Richard said it is “quite cool” to be now sending dogs back to the UK after having to give up all his dogs before coming out to Australia.

“It has sort of gone full circle hasn’t it?

“It is really good when you think about it.”

Richard rates the type of Kelpie he is sending back to Wales as more of “a thinking dog” than the local talent.

“I think you will be able to send them more out of sight on the hills and they won’t be looking for commands all the time.

“The dogs over there have got quite robotic and think that’s why the Kelpie will go a long way over there, because it can work out of sight without commands, can’t they?”

He said the popularity of trialling in the UK has led to the development of dogs that have lost the ability to work without commands.

“They have just chased those dogs that will do everything you say.

“And I suppose dogs have got weaker because there are more weekend triallers that don’t work their dogs every day, so they don’t need the dogs with these big engines,” he said.

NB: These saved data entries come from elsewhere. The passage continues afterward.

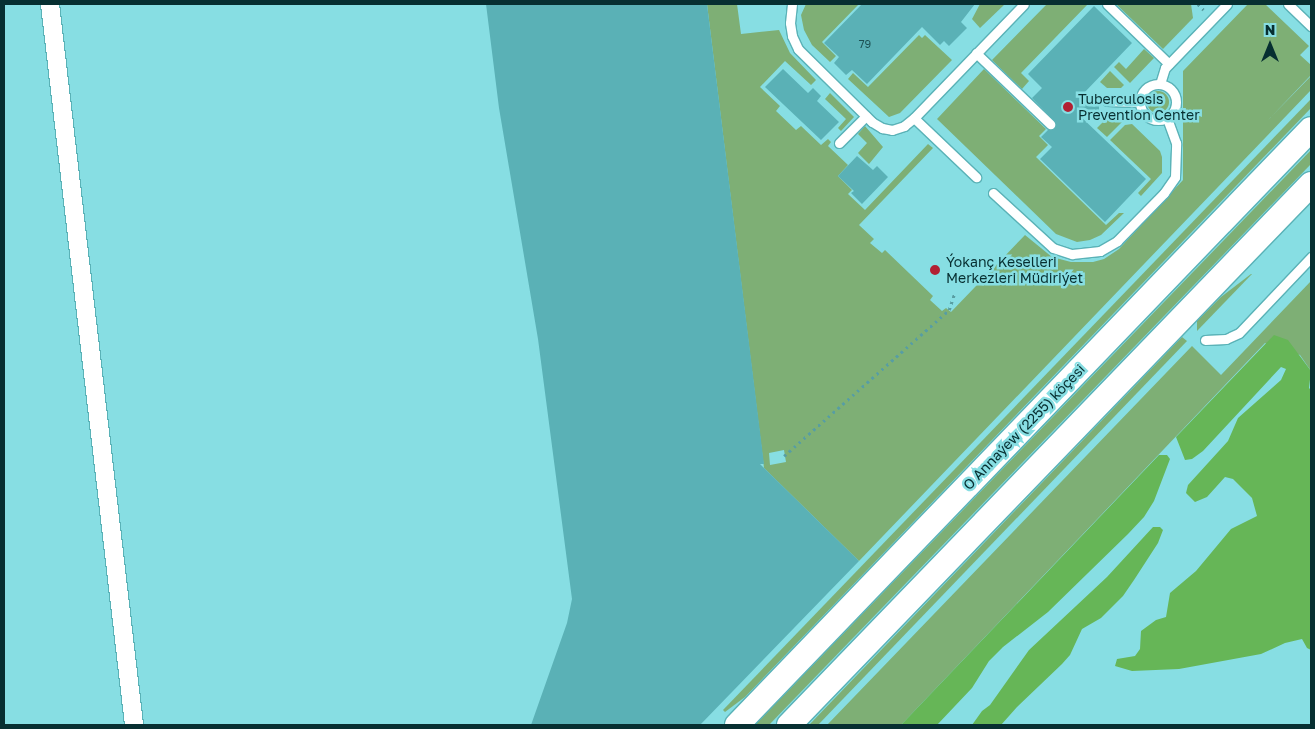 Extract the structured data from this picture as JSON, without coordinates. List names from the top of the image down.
{
  "streets": {
    "main road": ["O Annaýew (2255) köçesi"]
  },
  "places": ["Tuberculosis Prevention Center", "Ýokanç Keselleri Merkezleri Müdiriýet"],
  "house_numbers": ["79"],
  "north": "top"
}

Richard said he hoped some of the Celtic Kelpies will compete in the more trying International Sheep Dog Society trials in the UK, but it is not the goal of the export shipment.

“The people who are getting them, they don’t trial, they just want good genuine work dogs.”

He hopes when the UK farmers see the benefits of a good Kelpie they will make the high prices being paid for working dogs.

“Now it is just a case of getting them into the system.

“When I was young, I think the Kelpies were probably promoted a bit wrongly over there – I just thought of them as the poor man’s Huntaway and all they did was back and bark,” he said.

“Until I came over here shearing and actually saw these big mustering type Kelpies that could also do the yard work and go on to muster a paddock.”

The dog that can do it all …

Richard Davies checks pasture with son Ernie, daughters Miley and Indy, and some Celtic Kelpies.

Richard said after seeing these Kelpies in Australia he didn’t turn to collies for his working dog team.

“Why would you when you’ve got a dog that can do it all?”

Richard said he was hoping the first consignment might generally repeat business.

“But it is just nice to have dogs back home really.

“It’s a good feeling to know that dogs we’ve bred and me being originally from there – it’s a nice feeling,” he said.

Richard said the dogs will be working areas from a few acres up to 10,000 acres in open hill country.

“It’s something I have always had in mind is that if we ever went back, I would have loved to have taken a team that could do that work.

“So it has always been in the back of my mind with the breeding to try to breed dogs that would suit over there and I suppose that’s what appealed to these people – that with my background I would know what they were looking for.”